Domestic Violence Criminal Defense Explained – Part Two

Domestic Violence Criminal Defense Explained – Part Two




Typical Charges in Domestic Violence situations can range depending on the initial findings. This kind of violence occurs between girlfriend and boyfriends or between spouses. Hopefully with the right lawyer, if you are accused of just such a crime, you can work hard to have your sentence reduced.

The closest to a dismissal is a sentence for “disturbing the peace.” This is a very minor criminal offense, a Penal Code sec. 415 violations for “loud and unreasonable noise.”

The second least serious charge is a Penal Code sec. 240 offense, simple assault. This is an “unlawful attempt to commit a violent injury on another person.”

Finally there is the charge of battery, which is “an unlawful use of force on another.”

Domestic violence is a form of battery where the victim (usually) is a girl friend or spouse. Penal Code sec. 243(e) covers shared forms of this and Penal Code sec. 273.5 applies when the victim can demonstrate some form of injury, already just a bruise or a scratch.

If any children were present at the incident, the D.A. may also file a Penal Code sec. 273.5 charge of child endangerment.

Typical Sentences in Domestic Violence situations

3 years of supervised probation with minimum 18 months of regular meeting with probation officer 10 to 90 days in jail; this is in lieu of up to 6 months you could be sentencing for the same charges without injury and one year in jail for this arrest with injury.

An experienced criminal defense lawyer can make all the difference in minimizing your sentence. for example, all jail time can be avoided if the D. A. allows you to do your time in the Sheriff’s Work Program.

Fines range from $1000 to $3000 in most situations.

In addition, you will be required to attend domestic violence classes for up to 52 weeks.

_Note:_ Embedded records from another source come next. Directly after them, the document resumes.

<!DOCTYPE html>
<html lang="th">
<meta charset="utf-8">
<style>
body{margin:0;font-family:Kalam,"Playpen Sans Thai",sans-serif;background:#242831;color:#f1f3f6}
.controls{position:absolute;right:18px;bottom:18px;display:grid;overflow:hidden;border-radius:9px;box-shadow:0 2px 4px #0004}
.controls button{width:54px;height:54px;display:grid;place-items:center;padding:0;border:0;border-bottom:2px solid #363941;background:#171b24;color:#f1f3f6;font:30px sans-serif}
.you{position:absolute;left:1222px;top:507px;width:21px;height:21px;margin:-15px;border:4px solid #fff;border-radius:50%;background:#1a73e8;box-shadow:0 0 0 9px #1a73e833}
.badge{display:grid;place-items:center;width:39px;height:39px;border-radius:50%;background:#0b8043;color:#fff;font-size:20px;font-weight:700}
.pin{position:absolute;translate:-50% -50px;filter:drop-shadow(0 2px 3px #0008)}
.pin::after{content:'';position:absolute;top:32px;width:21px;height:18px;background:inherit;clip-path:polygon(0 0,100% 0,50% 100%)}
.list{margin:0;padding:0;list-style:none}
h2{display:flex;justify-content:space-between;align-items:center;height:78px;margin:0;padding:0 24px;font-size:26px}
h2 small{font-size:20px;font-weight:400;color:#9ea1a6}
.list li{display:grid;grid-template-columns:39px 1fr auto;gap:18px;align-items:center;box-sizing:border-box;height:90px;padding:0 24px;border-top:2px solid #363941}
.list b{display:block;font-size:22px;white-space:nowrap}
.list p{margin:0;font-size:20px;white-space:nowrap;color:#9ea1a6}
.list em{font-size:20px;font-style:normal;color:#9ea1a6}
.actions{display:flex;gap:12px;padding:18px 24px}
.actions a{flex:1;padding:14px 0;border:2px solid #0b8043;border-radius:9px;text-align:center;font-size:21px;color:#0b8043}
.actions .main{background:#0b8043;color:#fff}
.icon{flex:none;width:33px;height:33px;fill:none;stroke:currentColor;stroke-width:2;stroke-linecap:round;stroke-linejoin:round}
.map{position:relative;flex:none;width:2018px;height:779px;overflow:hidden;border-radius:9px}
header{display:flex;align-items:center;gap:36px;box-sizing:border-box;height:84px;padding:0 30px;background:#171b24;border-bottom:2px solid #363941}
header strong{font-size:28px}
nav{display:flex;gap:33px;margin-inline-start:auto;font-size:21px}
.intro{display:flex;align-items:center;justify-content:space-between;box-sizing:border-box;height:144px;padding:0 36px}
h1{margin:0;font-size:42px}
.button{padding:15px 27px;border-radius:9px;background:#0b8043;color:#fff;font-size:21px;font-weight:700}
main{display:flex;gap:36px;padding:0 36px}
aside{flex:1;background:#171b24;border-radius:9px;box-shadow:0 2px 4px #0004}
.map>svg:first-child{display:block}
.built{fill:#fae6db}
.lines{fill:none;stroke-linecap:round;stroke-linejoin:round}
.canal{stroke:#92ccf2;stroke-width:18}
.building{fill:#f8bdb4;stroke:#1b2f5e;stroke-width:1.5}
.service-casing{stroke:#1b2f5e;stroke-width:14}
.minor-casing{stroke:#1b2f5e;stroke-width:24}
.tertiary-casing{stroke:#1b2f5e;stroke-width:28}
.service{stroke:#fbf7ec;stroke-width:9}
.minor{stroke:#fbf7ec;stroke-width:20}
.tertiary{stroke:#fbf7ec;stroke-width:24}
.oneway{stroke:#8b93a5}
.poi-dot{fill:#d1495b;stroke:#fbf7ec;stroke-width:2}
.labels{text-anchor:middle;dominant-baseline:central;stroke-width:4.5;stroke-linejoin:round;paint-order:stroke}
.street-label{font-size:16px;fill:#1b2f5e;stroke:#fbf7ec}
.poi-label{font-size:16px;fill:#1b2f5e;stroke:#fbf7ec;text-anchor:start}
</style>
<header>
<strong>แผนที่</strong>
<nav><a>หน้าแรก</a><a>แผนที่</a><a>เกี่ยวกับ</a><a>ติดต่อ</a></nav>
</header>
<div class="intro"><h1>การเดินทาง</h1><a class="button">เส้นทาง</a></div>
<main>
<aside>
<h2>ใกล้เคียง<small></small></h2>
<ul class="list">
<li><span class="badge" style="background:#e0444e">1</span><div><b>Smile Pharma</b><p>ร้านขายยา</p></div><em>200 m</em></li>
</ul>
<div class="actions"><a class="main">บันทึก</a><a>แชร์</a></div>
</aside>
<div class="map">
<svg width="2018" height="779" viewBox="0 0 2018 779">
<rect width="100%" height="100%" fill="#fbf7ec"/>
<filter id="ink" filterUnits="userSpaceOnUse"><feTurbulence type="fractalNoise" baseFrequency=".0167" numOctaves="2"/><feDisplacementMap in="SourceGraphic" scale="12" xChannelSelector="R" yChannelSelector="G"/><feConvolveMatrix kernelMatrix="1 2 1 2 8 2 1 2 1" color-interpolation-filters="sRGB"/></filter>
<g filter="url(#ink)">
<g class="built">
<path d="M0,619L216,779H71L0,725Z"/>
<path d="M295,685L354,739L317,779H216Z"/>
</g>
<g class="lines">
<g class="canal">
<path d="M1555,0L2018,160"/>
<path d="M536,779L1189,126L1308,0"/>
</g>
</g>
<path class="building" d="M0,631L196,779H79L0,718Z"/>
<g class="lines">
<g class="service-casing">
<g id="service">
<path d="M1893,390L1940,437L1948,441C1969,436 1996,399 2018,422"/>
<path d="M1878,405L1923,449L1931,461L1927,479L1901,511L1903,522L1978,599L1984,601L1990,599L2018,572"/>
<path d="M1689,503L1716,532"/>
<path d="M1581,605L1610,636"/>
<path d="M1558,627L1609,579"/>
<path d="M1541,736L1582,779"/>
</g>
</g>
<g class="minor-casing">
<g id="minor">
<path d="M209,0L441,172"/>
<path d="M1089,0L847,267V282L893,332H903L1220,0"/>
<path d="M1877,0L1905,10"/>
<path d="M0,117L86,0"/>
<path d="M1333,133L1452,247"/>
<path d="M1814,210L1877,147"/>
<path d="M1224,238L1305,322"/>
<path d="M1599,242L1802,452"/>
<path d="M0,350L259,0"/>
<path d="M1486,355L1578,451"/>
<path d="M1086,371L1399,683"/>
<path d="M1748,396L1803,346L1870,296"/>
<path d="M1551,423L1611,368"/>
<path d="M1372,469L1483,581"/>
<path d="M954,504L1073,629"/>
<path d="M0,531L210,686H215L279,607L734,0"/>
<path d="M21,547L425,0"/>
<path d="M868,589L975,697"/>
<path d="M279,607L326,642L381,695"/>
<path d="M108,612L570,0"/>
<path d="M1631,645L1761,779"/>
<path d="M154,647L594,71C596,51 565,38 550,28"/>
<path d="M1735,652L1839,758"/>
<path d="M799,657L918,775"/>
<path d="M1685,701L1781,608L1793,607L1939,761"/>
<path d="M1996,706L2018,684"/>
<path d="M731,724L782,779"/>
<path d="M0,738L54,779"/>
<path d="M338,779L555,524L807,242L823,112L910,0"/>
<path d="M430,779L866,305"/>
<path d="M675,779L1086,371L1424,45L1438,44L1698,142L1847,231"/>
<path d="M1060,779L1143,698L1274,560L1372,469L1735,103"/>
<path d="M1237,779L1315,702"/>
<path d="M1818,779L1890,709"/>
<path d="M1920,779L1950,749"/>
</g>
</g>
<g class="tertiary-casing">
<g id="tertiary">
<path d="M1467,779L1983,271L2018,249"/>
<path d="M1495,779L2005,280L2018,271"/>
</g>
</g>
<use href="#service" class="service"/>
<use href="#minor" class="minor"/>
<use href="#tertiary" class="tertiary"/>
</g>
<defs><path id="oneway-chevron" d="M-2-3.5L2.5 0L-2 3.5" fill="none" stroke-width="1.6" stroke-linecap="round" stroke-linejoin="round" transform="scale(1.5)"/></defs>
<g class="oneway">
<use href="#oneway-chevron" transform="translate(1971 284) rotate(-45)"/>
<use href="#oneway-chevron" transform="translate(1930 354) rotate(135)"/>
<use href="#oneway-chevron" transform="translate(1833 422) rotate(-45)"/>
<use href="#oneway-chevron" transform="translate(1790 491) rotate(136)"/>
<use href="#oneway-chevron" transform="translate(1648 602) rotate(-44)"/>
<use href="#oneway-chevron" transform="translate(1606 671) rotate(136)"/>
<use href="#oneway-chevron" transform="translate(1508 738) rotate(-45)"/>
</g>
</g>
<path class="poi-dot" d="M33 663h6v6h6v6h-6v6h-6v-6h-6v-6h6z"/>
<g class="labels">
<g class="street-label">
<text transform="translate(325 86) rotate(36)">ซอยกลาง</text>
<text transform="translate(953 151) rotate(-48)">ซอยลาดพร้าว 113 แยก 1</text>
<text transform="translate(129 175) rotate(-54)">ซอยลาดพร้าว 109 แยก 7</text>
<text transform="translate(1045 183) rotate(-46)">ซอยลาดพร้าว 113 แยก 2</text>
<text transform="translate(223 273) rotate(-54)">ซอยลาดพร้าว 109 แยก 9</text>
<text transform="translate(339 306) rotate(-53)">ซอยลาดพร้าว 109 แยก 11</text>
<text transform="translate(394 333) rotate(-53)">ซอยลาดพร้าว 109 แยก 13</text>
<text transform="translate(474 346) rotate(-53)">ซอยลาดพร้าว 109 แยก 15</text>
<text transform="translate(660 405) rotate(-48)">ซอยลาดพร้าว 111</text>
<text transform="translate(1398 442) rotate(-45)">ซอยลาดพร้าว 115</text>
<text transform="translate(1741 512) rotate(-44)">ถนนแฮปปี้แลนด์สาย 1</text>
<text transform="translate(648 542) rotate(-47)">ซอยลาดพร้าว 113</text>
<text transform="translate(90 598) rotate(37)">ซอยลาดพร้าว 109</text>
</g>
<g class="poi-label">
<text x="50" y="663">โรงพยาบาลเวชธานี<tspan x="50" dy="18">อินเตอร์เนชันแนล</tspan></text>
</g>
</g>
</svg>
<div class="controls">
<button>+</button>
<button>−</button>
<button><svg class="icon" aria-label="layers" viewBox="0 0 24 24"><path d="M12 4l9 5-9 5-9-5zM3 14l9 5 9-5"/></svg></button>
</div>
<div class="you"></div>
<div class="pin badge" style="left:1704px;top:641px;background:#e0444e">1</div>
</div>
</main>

You may be well advised to take the proactive step of enrolling before the sentencing, making you appear well in front of the court.

The consequence of a conviction can be more serious than commonly thought. You can be charged as a misdemeanor or as a felony-making it a “wobbler” offense.

In custody fights, the effect on child visitation and custody can be very meaningful.

Domestic violence and Protective Orders

This can consist of threats, phone calls that annoy or frighten, stalking, unwanted sexual advances, and slapping or punching. Child endangerment charges are often additional on if a child witnessed the “violence.” Arrests commonly occur following violation of the terms of a TRO.

Following the incident the alleged victim will often ask for a protective order preventing any contact with any children involved, especially if the associate is divorcing or is separated.

A lawyer can seek to modify a TRO or other protective order. A good criminal defense attorney may already be able to prevent protective orders from being issued in the first place.